The lines to reproduce run from the first one below to the line containing "--surface:#1a1d1a; --page:#232623; --text:#f1f3f6;", both included. Reproduce them exactly and nothing else.

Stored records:
▬▬▬▬▬▬

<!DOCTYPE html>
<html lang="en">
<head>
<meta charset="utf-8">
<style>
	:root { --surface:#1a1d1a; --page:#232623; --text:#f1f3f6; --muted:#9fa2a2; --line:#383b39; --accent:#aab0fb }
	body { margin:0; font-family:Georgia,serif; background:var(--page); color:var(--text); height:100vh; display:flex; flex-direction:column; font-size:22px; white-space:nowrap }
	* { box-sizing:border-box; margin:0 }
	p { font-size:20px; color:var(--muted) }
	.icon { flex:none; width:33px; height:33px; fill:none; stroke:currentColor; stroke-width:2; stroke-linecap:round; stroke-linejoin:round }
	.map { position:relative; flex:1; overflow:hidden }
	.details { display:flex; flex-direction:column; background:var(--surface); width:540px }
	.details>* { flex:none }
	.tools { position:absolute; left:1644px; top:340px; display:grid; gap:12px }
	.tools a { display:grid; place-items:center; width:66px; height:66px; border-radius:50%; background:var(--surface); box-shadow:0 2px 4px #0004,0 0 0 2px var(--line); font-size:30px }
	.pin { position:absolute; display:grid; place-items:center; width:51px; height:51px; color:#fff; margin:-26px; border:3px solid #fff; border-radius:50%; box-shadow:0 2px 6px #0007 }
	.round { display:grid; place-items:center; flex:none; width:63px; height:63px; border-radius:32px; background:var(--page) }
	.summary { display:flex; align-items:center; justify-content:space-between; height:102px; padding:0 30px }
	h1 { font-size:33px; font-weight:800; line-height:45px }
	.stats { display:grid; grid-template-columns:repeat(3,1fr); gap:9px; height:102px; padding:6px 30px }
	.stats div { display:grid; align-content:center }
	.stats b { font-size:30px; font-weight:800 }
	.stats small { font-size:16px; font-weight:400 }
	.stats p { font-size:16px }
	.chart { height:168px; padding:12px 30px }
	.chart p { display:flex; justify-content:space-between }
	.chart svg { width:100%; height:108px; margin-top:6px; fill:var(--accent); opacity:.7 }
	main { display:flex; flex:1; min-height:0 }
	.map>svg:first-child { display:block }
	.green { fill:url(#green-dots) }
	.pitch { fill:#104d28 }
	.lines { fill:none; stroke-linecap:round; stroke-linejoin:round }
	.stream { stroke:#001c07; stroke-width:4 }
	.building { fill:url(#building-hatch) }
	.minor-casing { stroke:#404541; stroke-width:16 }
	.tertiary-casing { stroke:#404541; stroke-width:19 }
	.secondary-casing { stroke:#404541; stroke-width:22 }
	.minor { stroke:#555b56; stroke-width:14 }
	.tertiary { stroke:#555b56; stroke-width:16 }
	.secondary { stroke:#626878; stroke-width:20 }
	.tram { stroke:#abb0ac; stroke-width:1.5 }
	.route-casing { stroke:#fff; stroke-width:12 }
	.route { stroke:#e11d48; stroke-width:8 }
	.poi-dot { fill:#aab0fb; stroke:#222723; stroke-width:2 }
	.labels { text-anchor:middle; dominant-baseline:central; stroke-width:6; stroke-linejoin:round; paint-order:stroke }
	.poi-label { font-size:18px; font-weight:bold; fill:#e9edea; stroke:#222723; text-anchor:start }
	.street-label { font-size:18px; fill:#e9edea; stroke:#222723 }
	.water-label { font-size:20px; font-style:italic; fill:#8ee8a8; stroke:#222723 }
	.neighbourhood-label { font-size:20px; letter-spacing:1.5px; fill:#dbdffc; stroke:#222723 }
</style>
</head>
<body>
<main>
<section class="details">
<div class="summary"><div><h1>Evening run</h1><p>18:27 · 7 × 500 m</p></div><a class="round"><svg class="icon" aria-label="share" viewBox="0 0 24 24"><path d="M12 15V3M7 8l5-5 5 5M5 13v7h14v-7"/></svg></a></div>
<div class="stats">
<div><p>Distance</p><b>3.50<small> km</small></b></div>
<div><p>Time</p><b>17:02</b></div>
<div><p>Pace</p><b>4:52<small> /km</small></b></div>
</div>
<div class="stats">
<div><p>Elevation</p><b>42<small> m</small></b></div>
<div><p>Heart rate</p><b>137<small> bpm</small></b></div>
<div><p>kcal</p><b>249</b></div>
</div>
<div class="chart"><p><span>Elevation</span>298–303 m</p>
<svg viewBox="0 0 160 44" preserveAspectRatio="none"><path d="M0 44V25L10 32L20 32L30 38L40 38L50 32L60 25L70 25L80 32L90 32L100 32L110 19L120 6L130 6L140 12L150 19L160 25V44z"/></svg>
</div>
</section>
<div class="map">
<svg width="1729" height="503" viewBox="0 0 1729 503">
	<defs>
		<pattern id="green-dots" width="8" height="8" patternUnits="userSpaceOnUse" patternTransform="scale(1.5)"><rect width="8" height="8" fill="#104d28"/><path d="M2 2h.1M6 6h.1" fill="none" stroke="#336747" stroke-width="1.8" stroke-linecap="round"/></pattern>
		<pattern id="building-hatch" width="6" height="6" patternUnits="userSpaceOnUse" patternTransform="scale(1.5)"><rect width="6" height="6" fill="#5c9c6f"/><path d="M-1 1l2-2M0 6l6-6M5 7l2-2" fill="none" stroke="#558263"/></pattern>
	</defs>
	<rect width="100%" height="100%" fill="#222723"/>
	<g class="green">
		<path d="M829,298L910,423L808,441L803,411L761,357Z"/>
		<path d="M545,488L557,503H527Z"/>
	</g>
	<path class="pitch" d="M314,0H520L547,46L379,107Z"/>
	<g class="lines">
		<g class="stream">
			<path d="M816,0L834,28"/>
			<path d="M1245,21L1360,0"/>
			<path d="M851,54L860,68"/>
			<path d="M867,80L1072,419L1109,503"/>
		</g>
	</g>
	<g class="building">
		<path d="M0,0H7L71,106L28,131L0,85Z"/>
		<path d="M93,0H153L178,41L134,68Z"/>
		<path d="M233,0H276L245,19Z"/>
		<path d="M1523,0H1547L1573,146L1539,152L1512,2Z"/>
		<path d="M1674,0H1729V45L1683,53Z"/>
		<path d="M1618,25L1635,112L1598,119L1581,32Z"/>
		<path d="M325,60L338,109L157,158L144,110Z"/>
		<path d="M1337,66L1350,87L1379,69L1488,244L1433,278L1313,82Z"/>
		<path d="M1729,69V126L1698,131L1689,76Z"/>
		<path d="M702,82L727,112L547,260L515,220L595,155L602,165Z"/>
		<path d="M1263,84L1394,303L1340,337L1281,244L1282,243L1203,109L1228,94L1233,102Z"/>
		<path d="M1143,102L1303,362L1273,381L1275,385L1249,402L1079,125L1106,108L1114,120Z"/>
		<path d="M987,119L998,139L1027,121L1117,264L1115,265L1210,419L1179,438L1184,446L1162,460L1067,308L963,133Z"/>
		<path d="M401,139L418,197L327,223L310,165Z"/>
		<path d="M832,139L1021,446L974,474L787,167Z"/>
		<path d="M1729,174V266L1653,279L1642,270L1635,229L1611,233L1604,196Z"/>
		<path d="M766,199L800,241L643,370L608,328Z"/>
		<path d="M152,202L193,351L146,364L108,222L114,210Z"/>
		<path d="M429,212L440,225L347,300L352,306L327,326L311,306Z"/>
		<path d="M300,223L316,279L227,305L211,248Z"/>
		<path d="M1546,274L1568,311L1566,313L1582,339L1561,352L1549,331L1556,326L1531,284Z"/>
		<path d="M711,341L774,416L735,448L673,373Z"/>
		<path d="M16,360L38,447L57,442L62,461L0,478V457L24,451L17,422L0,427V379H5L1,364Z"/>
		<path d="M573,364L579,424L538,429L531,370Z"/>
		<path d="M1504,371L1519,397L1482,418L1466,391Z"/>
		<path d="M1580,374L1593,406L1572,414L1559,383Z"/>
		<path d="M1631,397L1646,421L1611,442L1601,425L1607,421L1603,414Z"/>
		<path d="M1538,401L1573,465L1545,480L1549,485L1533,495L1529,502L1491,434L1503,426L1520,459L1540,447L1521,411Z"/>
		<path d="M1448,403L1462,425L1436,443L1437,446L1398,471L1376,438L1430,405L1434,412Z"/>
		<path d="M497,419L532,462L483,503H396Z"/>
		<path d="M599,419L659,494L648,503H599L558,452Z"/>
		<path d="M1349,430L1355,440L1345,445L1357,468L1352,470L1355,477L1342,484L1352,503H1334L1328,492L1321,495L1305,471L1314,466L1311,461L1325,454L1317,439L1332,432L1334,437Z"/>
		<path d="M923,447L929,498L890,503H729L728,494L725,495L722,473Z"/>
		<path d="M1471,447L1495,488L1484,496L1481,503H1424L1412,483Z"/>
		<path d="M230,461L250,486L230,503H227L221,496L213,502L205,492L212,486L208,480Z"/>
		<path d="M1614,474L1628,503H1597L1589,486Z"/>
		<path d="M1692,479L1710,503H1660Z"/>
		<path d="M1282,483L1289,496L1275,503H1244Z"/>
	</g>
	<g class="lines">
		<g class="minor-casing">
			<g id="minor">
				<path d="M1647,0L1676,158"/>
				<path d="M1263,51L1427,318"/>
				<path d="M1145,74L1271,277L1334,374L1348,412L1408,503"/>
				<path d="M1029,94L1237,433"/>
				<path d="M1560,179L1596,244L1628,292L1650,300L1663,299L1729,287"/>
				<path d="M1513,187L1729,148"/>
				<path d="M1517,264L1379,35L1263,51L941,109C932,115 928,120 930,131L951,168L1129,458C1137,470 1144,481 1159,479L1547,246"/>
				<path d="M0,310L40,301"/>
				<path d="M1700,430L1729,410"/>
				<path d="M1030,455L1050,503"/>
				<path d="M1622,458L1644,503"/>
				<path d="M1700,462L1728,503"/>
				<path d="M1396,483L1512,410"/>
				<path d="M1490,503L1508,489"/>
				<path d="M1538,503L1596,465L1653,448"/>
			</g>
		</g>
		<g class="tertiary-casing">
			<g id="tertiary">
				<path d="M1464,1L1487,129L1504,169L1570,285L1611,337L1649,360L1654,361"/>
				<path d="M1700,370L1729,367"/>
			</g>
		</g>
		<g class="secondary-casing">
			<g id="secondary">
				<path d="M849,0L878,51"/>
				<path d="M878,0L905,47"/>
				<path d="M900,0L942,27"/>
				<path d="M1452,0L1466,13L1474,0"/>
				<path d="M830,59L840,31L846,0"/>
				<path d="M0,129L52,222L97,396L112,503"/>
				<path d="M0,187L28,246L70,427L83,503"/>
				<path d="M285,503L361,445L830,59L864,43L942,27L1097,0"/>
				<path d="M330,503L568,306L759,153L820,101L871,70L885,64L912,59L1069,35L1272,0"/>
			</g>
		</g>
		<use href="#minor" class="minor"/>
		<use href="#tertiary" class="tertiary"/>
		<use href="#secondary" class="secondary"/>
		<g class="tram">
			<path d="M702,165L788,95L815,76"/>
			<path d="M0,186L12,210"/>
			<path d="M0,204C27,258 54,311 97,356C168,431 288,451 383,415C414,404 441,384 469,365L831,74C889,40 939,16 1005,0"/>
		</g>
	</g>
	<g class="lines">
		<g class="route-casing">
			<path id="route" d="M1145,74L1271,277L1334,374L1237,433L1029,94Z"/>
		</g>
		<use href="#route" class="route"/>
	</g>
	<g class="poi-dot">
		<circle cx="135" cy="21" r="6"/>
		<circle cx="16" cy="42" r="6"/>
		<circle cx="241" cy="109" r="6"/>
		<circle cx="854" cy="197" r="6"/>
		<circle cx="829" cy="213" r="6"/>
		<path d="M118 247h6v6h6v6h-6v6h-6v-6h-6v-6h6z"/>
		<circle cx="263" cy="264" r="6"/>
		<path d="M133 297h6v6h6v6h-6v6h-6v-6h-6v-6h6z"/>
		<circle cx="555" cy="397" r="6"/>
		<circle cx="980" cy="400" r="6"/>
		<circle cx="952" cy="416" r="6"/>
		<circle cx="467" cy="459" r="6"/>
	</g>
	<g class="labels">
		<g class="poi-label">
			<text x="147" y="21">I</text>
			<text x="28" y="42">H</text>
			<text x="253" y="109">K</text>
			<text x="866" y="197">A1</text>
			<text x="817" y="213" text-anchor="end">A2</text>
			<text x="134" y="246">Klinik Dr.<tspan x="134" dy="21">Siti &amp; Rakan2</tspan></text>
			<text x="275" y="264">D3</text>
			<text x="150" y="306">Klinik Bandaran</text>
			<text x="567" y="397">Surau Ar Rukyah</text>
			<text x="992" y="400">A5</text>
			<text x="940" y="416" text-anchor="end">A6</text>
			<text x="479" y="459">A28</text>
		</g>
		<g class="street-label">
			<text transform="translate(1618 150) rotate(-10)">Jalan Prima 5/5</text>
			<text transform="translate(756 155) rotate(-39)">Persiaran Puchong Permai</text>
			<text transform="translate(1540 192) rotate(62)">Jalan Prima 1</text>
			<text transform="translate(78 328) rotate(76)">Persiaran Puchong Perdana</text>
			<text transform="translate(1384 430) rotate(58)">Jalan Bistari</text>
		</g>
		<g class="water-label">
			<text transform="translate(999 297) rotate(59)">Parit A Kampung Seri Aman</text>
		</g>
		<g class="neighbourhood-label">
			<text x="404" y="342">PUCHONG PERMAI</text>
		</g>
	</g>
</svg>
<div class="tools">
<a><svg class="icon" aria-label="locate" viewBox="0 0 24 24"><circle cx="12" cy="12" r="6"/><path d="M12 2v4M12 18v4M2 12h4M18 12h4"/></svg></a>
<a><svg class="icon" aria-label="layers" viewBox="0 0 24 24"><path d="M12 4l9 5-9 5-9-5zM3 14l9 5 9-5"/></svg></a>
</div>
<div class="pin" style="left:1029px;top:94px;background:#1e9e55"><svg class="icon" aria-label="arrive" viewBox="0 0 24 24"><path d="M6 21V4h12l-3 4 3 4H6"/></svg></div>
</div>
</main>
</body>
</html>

▬▬▬▬▬▬

- [REPLY TO THE EXERCISE]
<!DOCTYPE html>
<html lang="en">
<head>
<meta charset="utf-8">
<style>
	:root { --surface:#1a1d1a; --page:#232623; --text:#f1f3f6; --muted:#9fa2a2; --line:#383b39; --accent:#aab0fb }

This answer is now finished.